The present invention has been made in view of the above background, and an object of the present invention is to form a smooth image in which the above-mentioned roughness is not conspicuous, and to further improve development conditions and the like as compared with the case where a multi-value process is used. An object of the present invention is to provide an image forming apparatus capable of suppressing a change in image quality due to image formation.

[0009]

In order to achieve the above object, the invention according to claim 1 is directed to an image bearing member and a density per area of a toner-adhered pixel for adhering toner among pixels constituting an image. Image processing means for processing image data of an image to be formed so as to express a gradation; and electrostatically controlling an image comprising the pixels on the image carrier based on the image data processed by the image processing means.

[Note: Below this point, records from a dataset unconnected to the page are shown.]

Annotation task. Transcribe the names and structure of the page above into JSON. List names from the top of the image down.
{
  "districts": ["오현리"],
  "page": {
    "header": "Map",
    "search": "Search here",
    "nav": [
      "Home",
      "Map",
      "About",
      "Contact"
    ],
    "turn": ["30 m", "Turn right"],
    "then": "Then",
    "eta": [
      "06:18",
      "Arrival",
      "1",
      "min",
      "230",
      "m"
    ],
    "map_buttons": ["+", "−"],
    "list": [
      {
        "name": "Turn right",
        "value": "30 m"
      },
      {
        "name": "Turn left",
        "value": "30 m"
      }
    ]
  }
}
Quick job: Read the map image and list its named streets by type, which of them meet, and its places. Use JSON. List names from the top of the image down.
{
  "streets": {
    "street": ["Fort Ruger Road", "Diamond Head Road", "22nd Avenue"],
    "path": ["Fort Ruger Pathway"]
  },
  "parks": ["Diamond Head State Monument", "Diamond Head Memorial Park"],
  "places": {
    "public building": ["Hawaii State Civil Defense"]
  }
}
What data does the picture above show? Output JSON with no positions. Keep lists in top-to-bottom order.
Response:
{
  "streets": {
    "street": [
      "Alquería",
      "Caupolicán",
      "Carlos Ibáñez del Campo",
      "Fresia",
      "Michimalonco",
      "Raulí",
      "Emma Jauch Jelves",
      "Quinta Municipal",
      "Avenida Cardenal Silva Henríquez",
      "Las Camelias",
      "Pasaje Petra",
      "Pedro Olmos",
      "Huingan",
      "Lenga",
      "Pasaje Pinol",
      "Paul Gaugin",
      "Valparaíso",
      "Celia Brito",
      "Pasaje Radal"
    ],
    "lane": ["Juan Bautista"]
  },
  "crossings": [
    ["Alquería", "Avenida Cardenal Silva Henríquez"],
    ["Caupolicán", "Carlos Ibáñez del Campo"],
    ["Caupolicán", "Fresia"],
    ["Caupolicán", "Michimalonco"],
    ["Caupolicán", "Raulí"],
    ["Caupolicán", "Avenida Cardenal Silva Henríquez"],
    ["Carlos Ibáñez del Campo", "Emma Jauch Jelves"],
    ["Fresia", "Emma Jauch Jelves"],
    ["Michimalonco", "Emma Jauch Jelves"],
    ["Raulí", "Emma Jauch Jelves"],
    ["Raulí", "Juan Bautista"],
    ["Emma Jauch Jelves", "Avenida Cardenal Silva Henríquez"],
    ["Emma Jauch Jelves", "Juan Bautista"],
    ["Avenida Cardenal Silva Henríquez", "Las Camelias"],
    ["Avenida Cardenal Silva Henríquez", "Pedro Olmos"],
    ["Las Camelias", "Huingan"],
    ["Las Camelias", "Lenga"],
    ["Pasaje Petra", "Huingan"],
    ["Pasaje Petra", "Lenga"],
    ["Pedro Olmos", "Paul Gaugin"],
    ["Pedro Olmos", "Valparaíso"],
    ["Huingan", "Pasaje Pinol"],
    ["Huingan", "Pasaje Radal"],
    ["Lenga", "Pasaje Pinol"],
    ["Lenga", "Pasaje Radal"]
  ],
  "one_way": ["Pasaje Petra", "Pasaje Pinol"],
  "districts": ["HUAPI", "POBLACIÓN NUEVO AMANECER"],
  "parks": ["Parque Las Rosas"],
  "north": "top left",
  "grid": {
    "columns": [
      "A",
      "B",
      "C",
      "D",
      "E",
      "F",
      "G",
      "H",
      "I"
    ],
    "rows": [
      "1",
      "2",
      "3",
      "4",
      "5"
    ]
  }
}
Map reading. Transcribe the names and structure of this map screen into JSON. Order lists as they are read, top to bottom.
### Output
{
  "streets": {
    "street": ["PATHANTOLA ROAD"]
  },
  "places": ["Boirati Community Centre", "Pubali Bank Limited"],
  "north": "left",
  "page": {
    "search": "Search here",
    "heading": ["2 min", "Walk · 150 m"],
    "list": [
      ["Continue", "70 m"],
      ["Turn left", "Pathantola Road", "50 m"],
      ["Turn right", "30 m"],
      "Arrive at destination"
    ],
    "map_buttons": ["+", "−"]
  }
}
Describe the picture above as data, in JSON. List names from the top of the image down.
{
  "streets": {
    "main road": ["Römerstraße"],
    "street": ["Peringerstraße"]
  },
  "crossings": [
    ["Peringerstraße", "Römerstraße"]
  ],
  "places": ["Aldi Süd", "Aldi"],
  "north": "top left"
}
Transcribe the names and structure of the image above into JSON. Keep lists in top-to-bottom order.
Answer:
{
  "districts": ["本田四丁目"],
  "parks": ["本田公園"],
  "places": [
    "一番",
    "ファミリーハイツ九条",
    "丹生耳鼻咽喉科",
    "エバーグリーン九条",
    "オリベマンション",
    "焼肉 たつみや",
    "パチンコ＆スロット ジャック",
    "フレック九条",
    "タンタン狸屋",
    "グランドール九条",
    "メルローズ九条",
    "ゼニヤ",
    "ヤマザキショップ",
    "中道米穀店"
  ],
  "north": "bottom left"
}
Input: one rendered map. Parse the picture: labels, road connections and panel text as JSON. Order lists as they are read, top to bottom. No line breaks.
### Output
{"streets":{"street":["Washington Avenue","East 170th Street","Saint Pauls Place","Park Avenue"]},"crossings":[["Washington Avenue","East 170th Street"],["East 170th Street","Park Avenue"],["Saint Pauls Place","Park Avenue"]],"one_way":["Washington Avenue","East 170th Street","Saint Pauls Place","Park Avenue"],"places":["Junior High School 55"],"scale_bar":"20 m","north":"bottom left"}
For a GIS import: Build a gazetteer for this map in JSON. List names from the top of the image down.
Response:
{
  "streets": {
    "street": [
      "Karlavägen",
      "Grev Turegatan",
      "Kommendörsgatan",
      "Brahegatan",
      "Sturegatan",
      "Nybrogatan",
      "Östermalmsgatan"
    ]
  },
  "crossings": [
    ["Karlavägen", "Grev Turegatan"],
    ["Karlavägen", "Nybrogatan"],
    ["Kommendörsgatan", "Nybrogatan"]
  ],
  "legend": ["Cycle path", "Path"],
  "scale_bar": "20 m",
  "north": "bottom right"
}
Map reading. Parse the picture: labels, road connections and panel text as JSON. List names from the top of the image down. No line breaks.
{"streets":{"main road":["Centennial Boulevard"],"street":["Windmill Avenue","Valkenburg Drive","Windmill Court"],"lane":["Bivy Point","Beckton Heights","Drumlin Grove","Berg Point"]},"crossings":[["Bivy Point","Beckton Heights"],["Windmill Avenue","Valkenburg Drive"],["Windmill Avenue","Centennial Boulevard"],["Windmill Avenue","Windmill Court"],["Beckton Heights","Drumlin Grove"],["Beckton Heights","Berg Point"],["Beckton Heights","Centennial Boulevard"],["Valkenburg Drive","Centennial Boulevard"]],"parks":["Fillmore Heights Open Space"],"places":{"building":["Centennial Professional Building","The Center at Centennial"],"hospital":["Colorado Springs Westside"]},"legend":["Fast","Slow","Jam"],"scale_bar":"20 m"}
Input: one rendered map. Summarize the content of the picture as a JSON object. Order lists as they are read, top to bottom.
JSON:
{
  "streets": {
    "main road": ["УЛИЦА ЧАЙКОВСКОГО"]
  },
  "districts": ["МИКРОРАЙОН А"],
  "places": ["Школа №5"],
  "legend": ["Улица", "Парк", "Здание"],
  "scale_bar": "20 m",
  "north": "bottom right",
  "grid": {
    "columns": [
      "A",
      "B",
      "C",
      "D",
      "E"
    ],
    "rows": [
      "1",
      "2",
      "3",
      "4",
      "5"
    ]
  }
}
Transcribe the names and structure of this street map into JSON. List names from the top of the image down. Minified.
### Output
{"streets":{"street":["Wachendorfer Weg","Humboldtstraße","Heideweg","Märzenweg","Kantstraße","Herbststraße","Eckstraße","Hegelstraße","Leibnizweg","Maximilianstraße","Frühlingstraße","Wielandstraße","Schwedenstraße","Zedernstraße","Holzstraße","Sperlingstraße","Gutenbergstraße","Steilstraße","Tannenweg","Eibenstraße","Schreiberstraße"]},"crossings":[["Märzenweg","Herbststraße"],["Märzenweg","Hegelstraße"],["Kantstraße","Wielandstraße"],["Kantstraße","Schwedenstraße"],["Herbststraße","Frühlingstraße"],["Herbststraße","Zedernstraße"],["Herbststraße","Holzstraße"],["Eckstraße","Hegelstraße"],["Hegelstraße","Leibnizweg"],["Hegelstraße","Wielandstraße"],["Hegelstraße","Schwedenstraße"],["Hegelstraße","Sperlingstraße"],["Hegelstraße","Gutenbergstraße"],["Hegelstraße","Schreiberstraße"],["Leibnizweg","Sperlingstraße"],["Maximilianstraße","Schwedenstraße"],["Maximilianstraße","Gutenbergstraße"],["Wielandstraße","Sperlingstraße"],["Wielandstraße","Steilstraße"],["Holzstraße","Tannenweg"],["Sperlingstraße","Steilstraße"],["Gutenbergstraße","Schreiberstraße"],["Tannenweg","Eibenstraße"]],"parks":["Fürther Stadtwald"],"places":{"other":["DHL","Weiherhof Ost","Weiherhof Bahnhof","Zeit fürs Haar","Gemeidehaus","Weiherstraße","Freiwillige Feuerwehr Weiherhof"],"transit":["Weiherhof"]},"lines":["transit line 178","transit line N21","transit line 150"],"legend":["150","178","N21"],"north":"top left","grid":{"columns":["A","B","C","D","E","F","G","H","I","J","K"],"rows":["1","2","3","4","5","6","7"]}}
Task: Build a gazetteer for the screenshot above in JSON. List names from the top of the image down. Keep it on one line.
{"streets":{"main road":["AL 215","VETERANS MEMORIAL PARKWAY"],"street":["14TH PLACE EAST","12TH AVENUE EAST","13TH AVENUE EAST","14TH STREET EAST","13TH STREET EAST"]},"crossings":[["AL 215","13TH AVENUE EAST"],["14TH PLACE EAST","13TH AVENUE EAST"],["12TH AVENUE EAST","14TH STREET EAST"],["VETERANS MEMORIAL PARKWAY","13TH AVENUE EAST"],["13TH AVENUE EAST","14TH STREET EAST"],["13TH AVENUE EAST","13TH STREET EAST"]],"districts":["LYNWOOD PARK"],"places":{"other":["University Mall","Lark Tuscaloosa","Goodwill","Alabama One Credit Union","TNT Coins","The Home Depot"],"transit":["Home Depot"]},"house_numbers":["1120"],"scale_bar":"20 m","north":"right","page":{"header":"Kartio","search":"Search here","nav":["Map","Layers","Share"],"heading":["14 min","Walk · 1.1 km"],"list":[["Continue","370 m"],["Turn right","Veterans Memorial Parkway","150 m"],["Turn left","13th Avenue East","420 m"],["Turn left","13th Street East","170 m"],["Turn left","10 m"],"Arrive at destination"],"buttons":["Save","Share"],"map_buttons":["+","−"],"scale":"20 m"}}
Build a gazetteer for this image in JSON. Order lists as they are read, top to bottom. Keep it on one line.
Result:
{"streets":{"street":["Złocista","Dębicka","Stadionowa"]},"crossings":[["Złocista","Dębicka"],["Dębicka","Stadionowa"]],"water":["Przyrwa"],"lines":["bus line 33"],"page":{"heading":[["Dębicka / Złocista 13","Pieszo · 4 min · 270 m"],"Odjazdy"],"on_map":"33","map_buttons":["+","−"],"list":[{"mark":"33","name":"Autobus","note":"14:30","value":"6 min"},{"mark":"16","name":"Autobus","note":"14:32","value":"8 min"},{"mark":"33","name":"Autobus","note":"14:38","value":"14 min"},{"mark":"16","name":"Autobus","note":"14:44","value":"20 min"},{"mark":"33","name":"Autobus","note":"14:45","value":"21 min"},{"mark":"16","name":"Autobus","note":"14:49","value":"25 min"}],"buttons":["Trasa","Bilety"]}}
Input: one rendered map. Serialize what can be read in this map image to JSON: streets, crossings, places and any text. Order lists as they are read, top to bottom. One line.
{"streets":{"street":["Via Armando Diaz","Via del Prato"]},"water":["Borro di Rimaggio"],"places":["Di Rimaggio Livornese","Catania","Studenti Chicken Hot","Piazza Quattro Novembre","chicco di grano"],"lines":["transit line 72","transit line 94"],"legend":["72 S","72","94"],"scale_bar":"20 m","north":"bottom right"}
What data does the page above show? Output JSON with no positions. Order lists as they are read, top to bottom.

A latent image forming unit that forms a latent image, a developing unit that visualizes the electrostatic latent image of the image to form a toner image, and a transfer unit that transfers the toner image on the image carrier to a transfer material In the image forming apparatus,
The diameter of a pre-transfer pixel image, which is a toner image of one pixel on the image carrier, is 20 μm or more and 50 μm or less, and the transfer image of the pre-transfer pixel image on the transfer material is used as the transfer unit. The post-transfer pixel image is formed by a transfer so that the post-transfer pixel image is composed of a nucleus portion formed with the same diameter as the pre-transfer pixel image and a scattered portion around which toner adheres as if scattered. The present invention is characterized in that a material that generates a scattered portion is used.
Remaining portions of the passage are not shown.